--- Dataset extract Enclosed Below ---

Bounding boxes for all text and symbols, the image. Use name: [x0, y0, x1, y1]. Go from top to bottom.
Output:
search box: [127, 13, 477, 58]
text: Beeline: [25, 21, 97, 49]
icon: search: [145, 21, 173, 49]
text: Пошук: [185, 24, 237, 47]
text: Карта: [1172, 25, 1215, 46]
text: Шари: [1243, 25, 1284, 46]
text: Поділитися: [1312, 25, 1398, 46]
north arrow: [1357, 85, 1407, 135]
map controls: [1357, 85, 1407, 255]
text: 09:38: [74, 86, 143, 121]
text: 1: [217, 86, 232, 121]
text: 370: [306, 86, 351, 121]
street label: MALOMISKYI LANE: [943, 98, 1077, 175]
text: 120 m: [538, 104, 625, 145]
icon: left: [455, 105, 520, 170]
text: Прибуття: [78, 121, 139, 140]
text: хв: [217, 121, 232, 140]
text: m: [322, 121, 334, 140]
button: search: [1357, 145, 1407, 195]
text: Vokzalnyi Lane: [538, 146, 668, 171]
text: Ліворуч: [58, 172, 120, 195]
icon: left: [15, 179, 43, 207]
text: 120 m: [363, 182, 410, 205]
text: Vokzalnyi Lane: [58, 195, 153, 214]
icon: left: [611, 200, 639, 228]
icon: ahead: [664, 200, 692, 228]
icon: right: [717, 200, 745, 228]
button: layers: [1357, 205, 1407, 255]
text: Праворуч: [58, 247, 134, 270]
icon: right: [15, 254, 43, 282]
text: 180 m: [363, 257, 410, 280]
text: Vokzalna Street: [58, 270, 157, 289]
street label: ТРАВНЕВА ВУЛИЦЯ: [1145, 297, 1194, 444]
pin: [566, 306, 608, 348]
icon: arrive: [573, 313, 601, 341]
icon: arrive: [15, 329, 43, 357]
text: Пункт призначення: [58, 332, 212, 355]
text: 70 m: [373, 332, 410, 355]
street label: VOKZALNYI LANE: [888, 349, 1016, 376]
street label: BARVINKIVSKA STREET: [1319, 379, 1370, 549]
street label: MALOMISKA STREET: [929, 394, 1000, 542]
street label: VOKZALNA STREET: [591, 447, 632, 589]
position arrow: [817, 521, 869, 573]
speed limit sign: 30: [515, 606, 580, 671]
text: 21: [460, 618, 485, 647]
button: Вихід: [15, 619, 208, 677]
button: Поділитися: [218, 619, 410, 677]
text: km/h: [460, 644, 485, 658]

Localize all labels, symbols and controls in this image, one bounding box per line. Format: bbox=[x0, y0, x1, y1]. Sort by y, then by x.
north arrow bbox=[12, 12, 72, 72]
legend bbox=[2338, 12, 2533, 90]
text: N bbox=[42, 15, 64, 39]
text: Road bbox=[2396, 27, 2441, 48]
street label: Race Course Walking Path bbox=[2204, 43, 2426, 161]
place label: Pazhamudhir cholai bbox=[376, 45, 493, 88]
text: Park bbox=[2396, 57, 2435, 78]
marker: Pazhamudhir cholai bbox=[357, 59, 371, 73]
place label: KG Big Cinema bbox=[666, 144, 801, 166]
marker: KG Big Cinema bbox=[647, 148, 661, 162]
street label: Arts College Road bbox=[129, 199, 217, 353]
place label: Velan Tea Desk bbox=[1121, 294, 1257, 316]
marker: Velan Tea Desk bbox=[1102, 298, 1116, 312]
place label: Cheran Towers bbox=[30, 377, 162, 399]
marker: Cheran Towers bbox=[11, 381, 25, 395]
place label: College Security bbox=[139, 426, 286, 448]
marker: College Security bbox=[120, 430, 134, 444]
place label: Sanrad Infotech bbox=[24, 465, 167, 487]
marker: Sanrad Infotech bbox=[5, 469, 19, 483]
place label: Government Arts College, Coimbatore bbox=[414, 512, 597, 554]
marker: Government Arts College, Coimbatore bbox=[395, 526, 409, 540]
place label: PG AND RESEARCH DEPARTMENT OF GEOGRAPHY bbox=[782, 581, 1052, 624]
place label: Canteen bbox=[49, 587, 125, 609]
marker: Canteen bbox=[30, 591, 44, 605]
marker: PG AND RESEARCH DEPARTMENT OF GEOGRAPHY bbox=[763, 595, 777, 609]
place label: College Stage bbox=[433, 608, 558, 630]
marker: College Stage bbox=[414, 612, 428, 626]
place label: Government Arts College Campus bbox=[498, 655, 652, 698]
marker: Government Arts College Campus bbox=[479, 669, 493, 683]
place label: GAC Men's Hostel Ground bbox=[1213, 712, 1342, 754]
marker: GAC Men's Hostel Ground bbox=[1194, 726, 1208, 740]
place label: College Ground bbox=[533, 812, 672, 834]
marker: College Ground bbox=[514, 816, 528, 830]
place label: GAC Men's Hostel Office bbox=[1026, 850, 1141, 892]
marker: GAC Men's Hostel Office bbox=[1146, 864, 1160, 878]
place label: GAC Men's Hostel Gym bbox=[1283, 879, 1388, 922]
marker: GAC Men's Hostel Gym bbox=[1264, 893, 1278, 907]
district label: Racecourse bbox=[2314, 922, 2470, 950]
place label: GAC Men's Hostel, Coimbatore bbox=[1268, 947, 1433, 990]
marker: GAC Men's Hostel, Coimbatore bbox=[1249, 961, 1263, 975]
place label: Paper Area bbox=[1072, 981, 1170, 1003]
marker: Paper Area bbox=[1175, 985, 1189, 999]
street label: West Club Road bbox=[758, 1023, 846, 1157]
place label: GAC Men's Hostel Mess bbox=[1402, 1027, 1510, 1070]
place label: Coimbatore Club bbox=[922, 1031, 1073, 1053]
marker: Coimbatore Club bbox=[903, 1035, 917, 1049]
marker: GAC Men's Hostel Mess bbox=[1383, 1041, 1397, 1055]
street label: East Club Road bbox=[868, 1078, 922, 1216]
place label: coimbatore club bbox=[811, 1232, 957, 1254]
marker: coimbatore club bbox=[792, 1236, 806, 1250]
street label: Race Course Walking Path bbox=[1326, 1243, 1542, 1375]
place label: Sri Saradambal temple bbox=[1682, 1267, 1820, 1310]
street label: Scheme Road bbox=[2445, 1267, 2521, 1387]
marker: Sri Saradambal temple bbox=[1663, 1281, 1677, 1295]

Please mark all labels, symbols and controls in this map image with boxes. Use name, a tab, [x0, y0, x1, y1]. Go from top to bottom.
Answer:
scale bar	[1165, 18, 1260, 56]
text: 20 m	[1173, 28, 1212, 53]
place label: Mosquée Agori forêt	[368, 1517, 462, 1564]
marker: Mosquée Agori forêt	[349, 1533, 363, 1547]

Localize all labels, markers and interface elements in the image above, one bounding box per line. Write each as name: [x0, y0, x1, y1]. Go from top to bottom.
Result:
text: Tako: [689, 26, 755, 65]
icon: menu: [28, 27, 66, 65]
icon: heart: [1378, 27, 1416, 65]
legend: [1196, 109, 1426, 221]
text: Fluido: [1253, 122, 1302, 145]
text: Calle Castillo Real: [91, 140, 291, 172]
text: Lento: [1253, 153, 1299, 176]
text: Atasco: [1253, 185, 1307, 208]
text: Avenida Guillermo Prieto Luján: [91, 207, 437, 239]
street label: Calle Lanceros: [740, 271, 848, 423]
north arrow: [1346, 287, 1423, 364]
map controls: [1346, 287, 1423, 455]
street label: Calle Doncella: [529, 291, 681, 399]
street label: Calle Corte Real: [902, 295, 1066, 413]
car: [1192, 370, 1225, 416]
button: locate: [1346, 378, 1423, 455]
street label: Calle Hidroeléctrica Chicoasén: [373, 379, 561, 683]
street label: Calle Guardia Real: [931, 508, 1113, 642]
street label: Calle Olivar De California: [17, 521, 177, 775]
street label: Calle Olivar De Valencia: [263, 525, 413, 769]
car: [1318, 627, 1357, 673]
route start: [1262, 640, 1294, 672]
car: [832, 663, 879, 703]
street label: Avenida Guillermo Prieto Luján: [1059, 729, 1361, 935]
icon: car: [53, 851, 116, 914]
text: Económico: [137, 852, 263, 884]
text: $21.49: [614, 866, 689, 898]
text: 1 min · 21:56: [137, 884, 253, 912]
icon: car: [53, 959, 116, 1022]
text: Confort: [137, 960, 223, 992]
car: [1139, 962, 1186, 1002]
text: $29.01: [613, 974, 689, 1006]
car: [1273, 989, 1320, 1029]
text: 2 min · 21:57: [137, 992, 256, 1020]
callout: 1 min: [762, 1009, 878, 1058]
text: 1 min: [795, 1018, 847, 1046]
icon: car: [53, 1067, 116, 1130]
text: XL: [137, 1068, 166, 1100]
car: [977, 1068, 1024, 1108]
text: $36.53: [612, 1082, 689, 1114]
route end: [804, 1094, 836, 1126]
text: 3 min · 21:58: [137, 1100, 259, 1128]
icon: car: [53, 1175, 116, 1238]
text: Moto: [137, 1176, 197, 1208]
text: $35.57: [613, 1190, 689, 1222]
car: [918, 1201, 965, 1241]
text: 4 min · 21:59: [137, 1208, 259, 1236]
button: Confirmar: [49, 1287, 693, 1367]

--- End of Enclosed Dataset extract ---

Pull each line containing "Mosquée" from the records.

Problem solution:
place label: Mosquée Agori forêt	[368, 1517, 462, 1564]
marker: Mosquée Agori forêt	[349, 1533, 363, 1547]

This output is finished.